▶ [WORK INSTRUCTIONS]: Where the string "Extract" occurs in a line of the entries below, copy that line.

▶ [DATA TO PROCESS]:
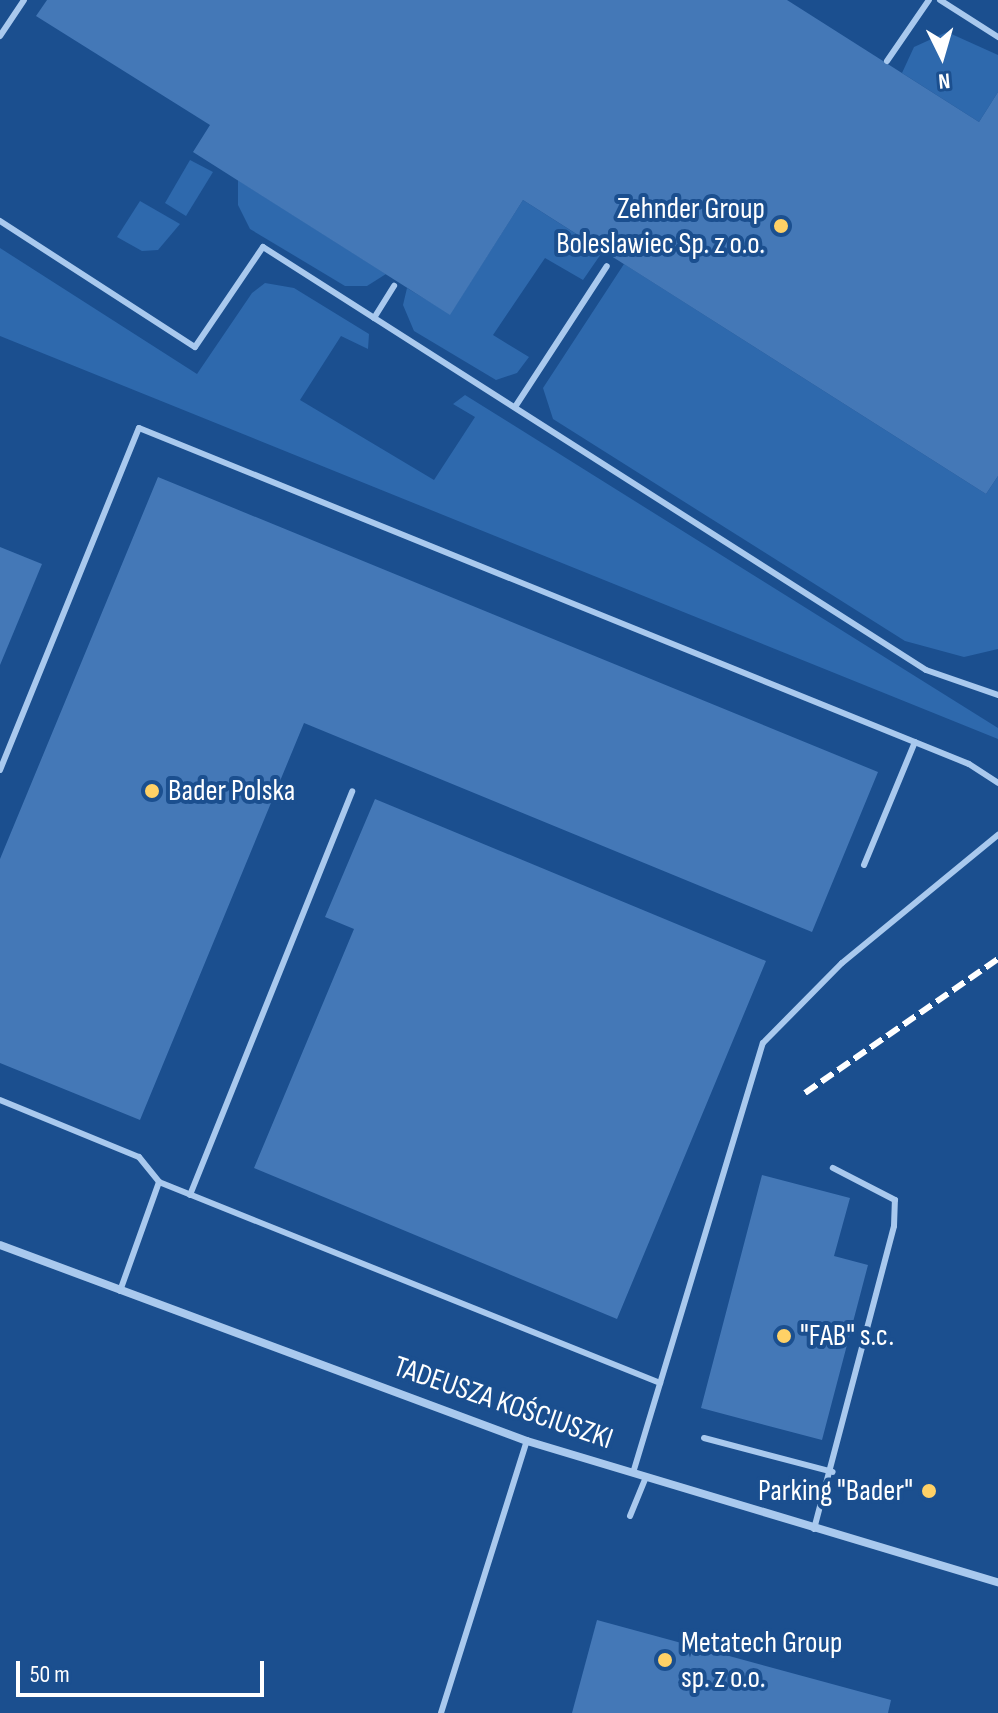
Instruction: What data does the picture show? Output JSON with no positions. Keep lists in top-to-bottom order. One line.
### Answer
{"streets":{"street":["TADEUSZA KOŚCIUSZKI"]},"places":["Zehnder Group Boleslawiec Sp. z o.o.","Bader Polska","\"FAB\" s.c.","Parking \"Bader\"","Metatech Group sp. z o.o."],"scale_bar":"50 m","north":"bottom"}
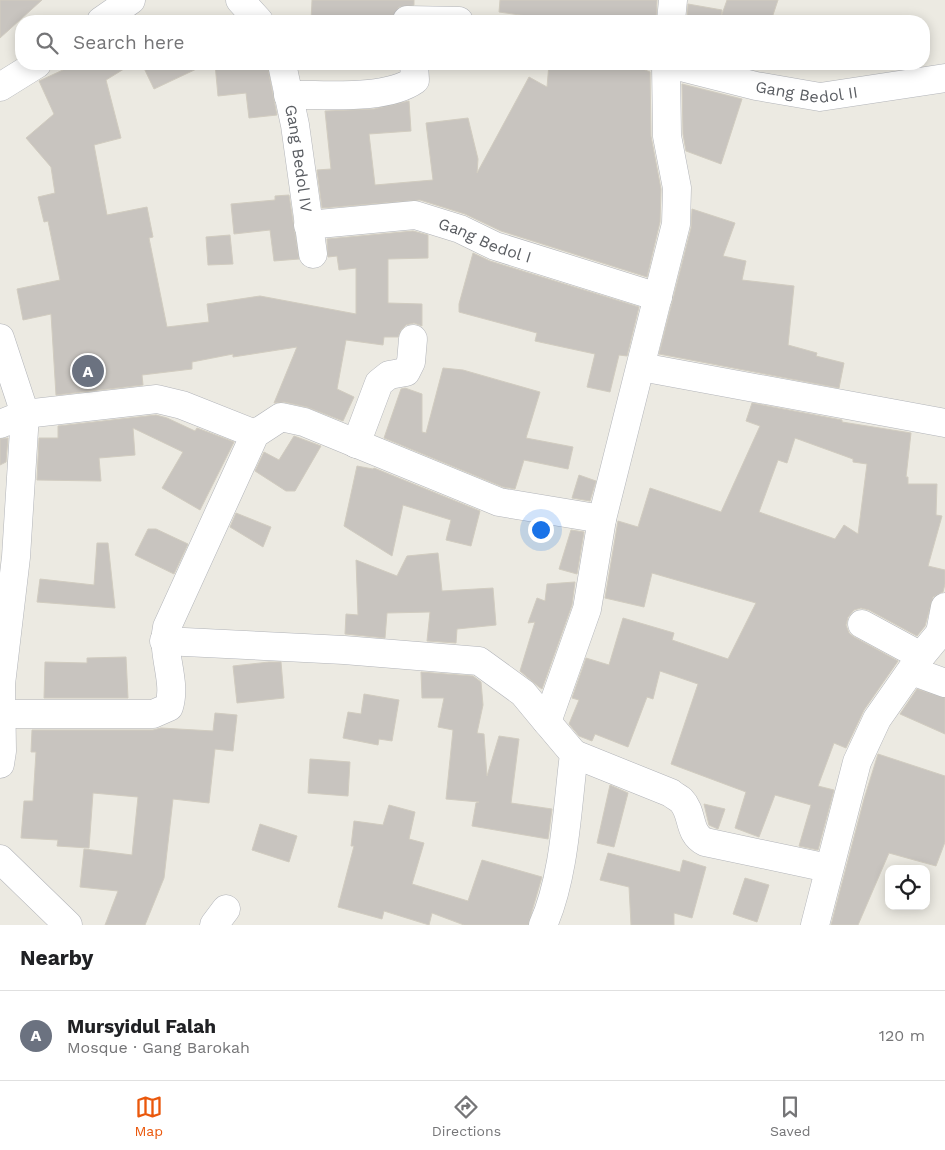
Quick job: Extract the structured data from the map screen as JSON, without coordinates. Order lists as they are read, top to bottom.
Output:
{
  "streets": {
    "street": ["Gang Bedol II", "Gang Bedol IV", "Gang Bedol I"]
  },
  "crossings": [
    ["Gang Bedol IV", "Gang Bedol I"]
  ],
  "page": {
    "search": "Search here",
    "pins": "A",
    "heading": "Nearby",
    "list": [
      {
        "mark": "A",
        "name": "Mursyidul Falah",
        "note": "Mosque · Gang Barokah",
        "value": "120 m"
      }
    ],
    "nav": ["Map", "Directions", "Saved"]
  }
}
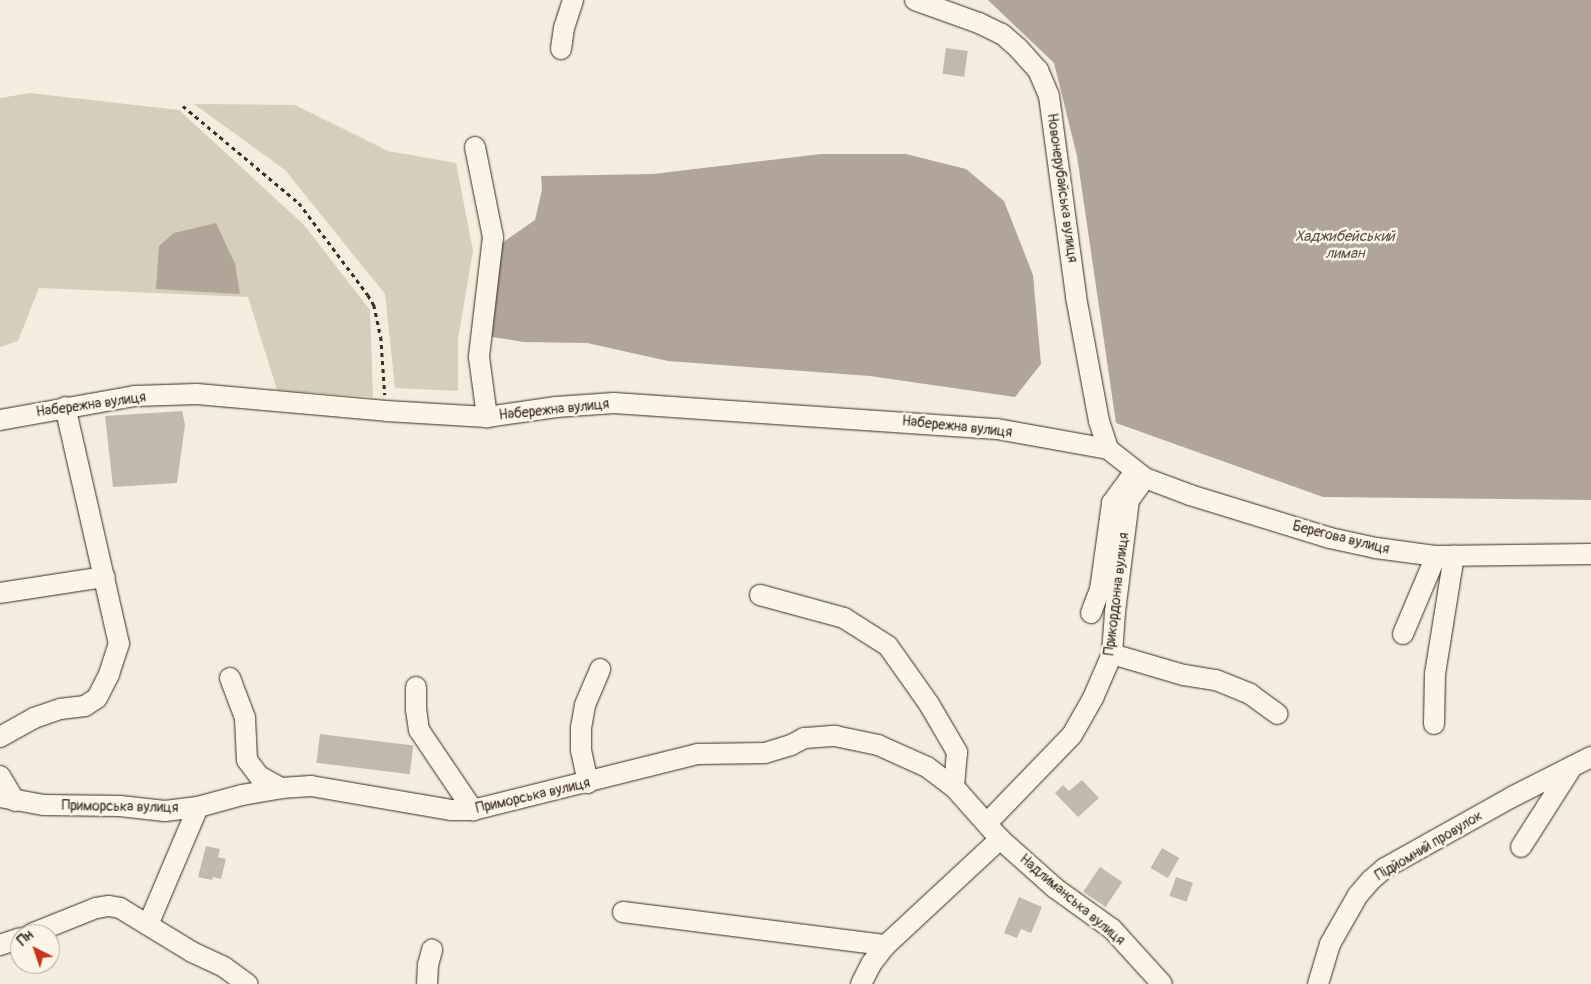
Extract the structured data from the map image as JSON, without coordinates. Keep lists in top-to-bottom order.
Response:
{
  "streets": {
    "street": [
      "Новонерубайська вулиця",
      "Набережна вулиця",
      "Берегова вулиця",
      "Прикордонна вулиця",
      "Приморська вулиця",
      "Підйомний провулок",
      "Надлиманська вулиця"
    ]
  },
  "crossings": [
    ["Новонерубайська вулиця", "Набережна вулиця"],
    ["Новонерубайська вулиця", "Берегова вулиця"],
    ["Набережна вулиця", "Берегова вулиця"],
    ["Берегова вулиця", "Прикордонна вулиця"],
    ["Прикордонна вулиця", "Приморська вулиця"],
    ["Приморська вулиця", "Надлиманська вулиця"]
  ],
  "water": ["Хаджибейський лиман"],
  "north": "top left"
}
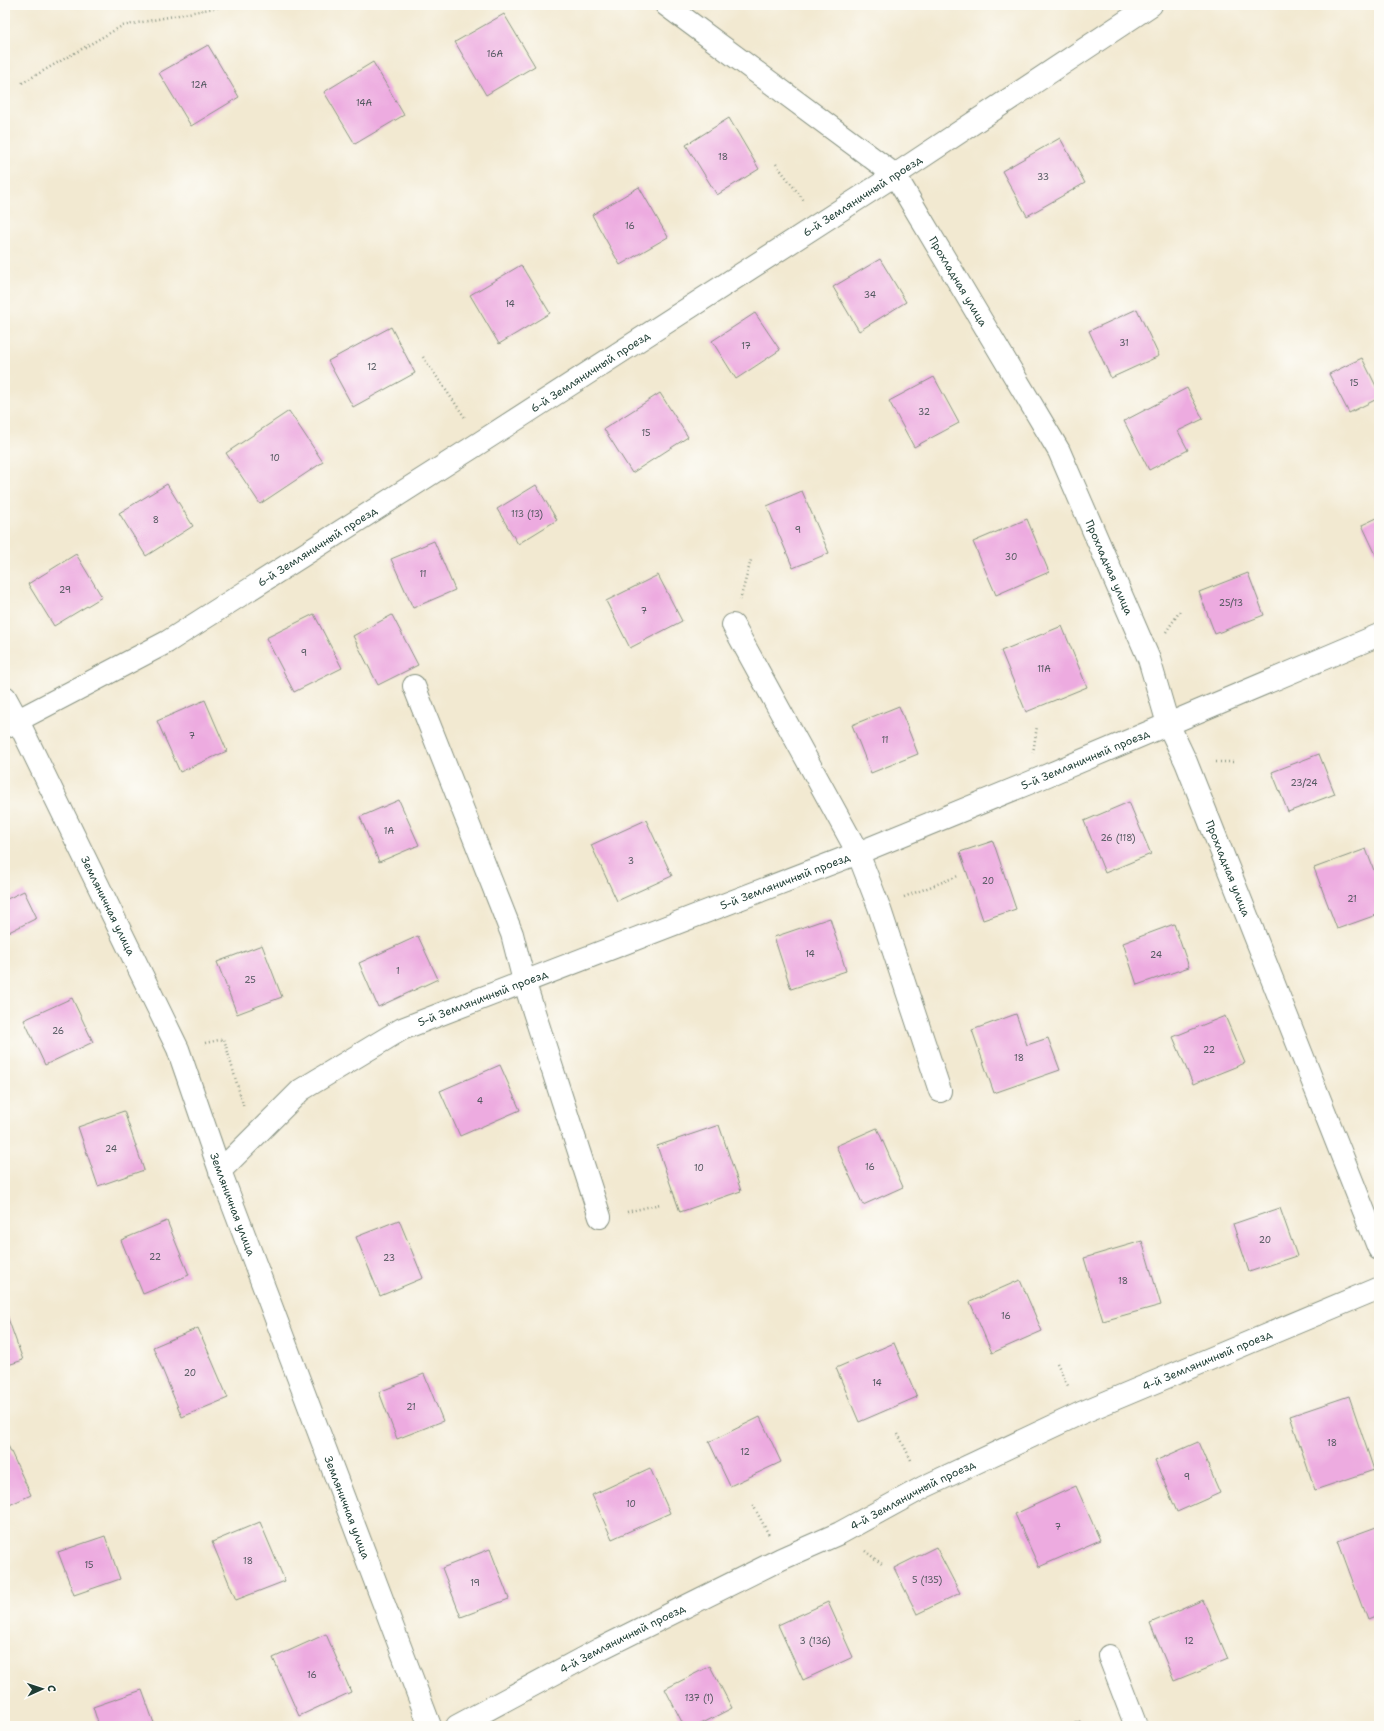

▶ [RESULT FOR THIS EXERCISE]:
Quick job: Extract the structured data from the map screen as JSON, without coordinates. Order lists as they are read, top to bottom.
Extract the structured data from the map image as JSON, without coordinates. Keep lists in top-to-bottom order.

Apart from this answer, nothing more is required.